▶ Data for processing:
-*-*-
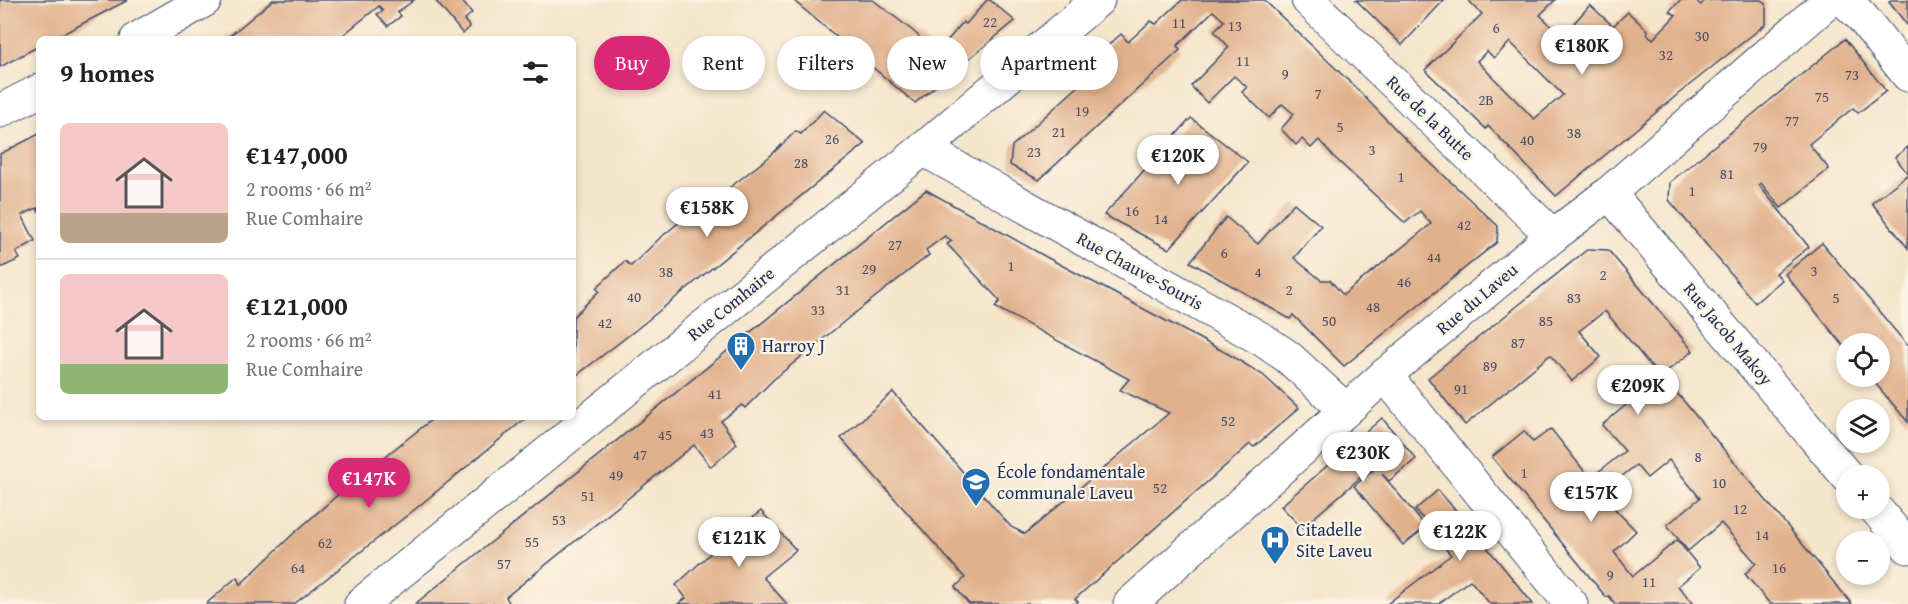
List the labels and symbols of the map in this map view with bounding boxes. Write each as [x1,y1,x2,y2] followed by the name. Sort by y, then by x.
[983,11,997,32] house number: 22
[1172,12,1186,33] house number: 11
[1228,15,1242,36] house number: 13
[1492,17,1500,38] house number: 6
[1540,25,1624,76] pin: €180K
[1695,25,1709,46] house number: 30
[1659,44,1673,65] house number: 32
[1236,50,1250,71] house number: 11
[1281,63,1289,84] house number: 9
[1845,64,1859,85] house number: 73
[1380,69,1480,167] street label: Rue de la Butte
[1314,83,1322,104] house number: 7
[1815,86,1829,107] house number: 75
[1478,89,1494,110] house number: 2B
[1075,100,1089,121] house number: 19
[1785,110,1799,131] house number: 77
[1336,116,1344,137] house number: 5
[1052,121,1066,142] house number: 21
[1567,122,1581,143] house number: 38
[825,128,839,149] house number: 26
[1520,129,1534,150] house number: 40
[1136,135,1220,186] pin: €120K
[1753,136,1767,157] house number: 79
[1368,139,1376,160] house number: 3
[1027,141,1041,162] house number: 23
[794,152,808,173] house number: 28
[1720,163,1734,184] house number: 81
[1397,166,1405,187] house number: 1
[1688,180,1696,201] house number: 1
[665,187,749,238] pin: €158K
[1125,200,1139,221] house number: 16
[1154,208,1168,229] house number: 14
[1457,214,1471,235] house number: 42
[1072,225,1209,317] street label: Rue Chauve-Souris
[888,234,902,255] house number: 27
[1220,242,1228,263] house number: 6
[1427,246,1441,267] house number: 44
[1007,255,1015,276] house number: 1
[1430,256,1524,341] street label: Rue du Laveu
[862,258,876,279] house number: 29
[681,260,780,347] street label: Rue Comhaire
[1810,260,1818,281] house number: 3
[659,261,673,282] house number: 38
[1254,261,1262,282] house number: 4
[1599,264,1607,285] house number: 2
[1397,271,1411,292] house number: 46
[1677,276,1780,391] street label: Rue Jacob Makoy
[836,279,850,300] house number: 31
[1285,279,1293,300] house number: 2
[627,286,641,307] house number: 40
[1567,287,1581,308] house number: 83
[1832,287,1840,308] house number: 5
[1366,296,1380,317] house number: 48
[811,299,825,320] house number: 33
[1322,310,1336,331] house number: 50
[1539,310,1553,331] house number: 85
[598,312,612,333] house number: 42
[725,330,757,372] building icon: Harroy J
[762,332,825,359] place label: Harroy J
[1511,332,1525,353] house number: 87
[1483,355,1497,376] house number: 89
[1596,365,1680,416] pin: €209K
[1454,378,1468,399] house number: 91
[708,383,722,404] house number: 41
[1221,410,1235,431] house number: 52
[700,422,714,443] house number: 43
[658,424,672,445] house number: 45
[1321,432,1405,483] pin: €230K
[633,444,647,465] house number: 47
[1694,446,1702,467] house number: 8
[327,458,411,509] pin: €147K
[997,458,1146,506] place label: École fondamentale communale Laveu
[1520,462,1528,483] house number: 1
[609,464,623,485] house number: 49
[960,466,992,508] school or university icon: École fondamentale communale Laveu
[1549,472,1633,523] pin: €157K
[1712,472,1726,493] house number: 10
[1153,477,1167,498] house number: 52
[581,485,595,506] house number: 51
[1733,498,1747,519] house number: 12
[552,509,566,530] house number: 53
[1418,511,1502,562] pin: €122K
[1296,516,1373,564] place label: Citadelle Site Laveu
[697,517,781,568] pin: €121K
[1259,524,1291,566] hospital icon: Citadelle Site Laveu
[1755,524,1769,545] house number: 14
[525,531,539,552] house number: 55
[318,532,332,553] house number: 62
[497,553,511,574] house number: 57
[291,557,305,578] house number: 64
[1772,557,1786,578] house number: 16
[1606,564,1614,585] house number: 9
[1642,571,1656,592] house number: 11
-*-*-
▶ What you should do:
Repeat the records in full, exactly as they appear, but with the pictures removed.

▶ Answer section:
List the labels and symbols of the map in this map view with bounding boxes. Write each as [x1,y1,x2,y2] followed by the name. Sort by y, then by x.
[983,11,997,32] house number: 22
[1172,12,1186,33] house number: 11
[1228,15,1242,36] house number: 13
[1492,17,1500,38] house number: 6
[1540,25,1624,76] pin: €180K
[1695,25,1709,46] house number: 30
[1659,44,1673,65] house number: 32
[1236,50,1250,71] house number: 11
[1281,63,1289,84] house number: 9
[1845,64,1859,85] house number: 73
[1380,69,1480,167] street label: Rue de la Butte
[1314,83,1322,104] house number: 7
[1815,86,1829,107] house number: 75
[1478,89,1494,110] house number: 2B
[1075,100,1089,121] house number: 19
[1785,110,1799,131] house number: 77
[1336,116,1344,137] house number: 5
[1052,121,1066,142] house number: 21
[1567,122,1581,143] house number: 38
[825,128,839,149] house number: 26
[1520,129,1534,150] house number: 40
[1136,135,1220,186] pin: €120K
[1753,136,1767,157] house number: 79
[1368,139,1376,160] house number: 3
[1027,141,1041,162] house number: 23
[794,152,808,173] house number: 28
[1720,163,1734,184] house number: 81
[1397,166,1405,187] house number: 1
[1688,180,1696,201] house number: 1
[665,187,749,238] pin: €158K
[1125,200,1139,221] house number: 16
[1154,208,1168,229] house number: 14
[1457,214,1471,235] house number: 42
[1072,225,1209,317] street label: Rue Chauve-Souris
[888,234,902,255] house number: 27
[1220,242,1228,263] house number: 6
[1427,246,1441,267] house number: 44
[1007,255,1015,276] house number: 1
[1430,256,1524,341] street label: Rue du Laveu
[862,258,876,279] house number: 29
[681,260,780,347] street label: Rue Comhaire
[1810,260,1818,281] house number: 3
[659,261,673,282] house number: 38
[1254,261,1262,282] house number: 4
[1599,264,1607,285] house number: 2
[1397,271,1411,292] house number: 46
[1677,276,1780,391] street label: Rue Jacob Makoy
[836,279,850,300] house number: 31
[1285,279,1293,300] house number: 2
[627,286,641,307] house number: 40
[1567,287,1581,308] house number: 83
[1832,287,1840,308] house number: 5
[1366,296,1380,317] house number: 48
[811,299,825,320] house number: 33
[1322,310,1336,331] house number: 50
[1539,310,1553,331] house number: 85
[598,312,612,333] house number: 42
[725,330,757,372] building icon: Harroy J
[762,332,825,359] place label: Harroy J
[1511,332,1525,353] house number: 87
[1483,355,1497,376] house number: 89
[1596,365,1680,416] pin: €209K
[1454,378,1468,399] house number: 91
[708,383,722,404] house number: 41
[1221,410,1235,431] house number: 52
[700,422,714,443] house number: 43
[658,424,672,445] house number: 45
[1321,432,1405,483] pin: €230K
[633,444,647,465] house number: 47
[1694,446,1702,467] house number: 8
[327,458,411,509] pin: €147K
[997,458,1146,506] place label: École fondamentale communale Laveu
[1520,462,1528,483] house number: 1
[609,464,623,485] house number: 49
[960,466,992,508] school or university icon: École fondamentale communale Laveu
[1549,472,1633,523] pin: €157K
[1712,472,1726,493] house number: 10
[1153,477,1167,498] house number: 52
[581,485,595,506] house number: 51
[1733,498,1747,519] house number: 12
[552,509,566,530] house number: 53
[1418,511,1502,562] pin: €122K
[1296,516,1373,564] place label: Citadelle Site Laveu
[697,517,781,568] pin: €121K
[1259,524,1291,566] hospital icon: Citadelle Site Laveu
[1755,524,1769,545] house number: 14
[525,531,539,552] house number: 55
[318,532,332,553] house number: 62
[497,553,511,574] house number: 57
[291,557,305,578] house number: 64
[1772,557,1786,578] house number: 16
[1606,564,1614,585] house number: 9
[1642,571,1656,592] house number: 11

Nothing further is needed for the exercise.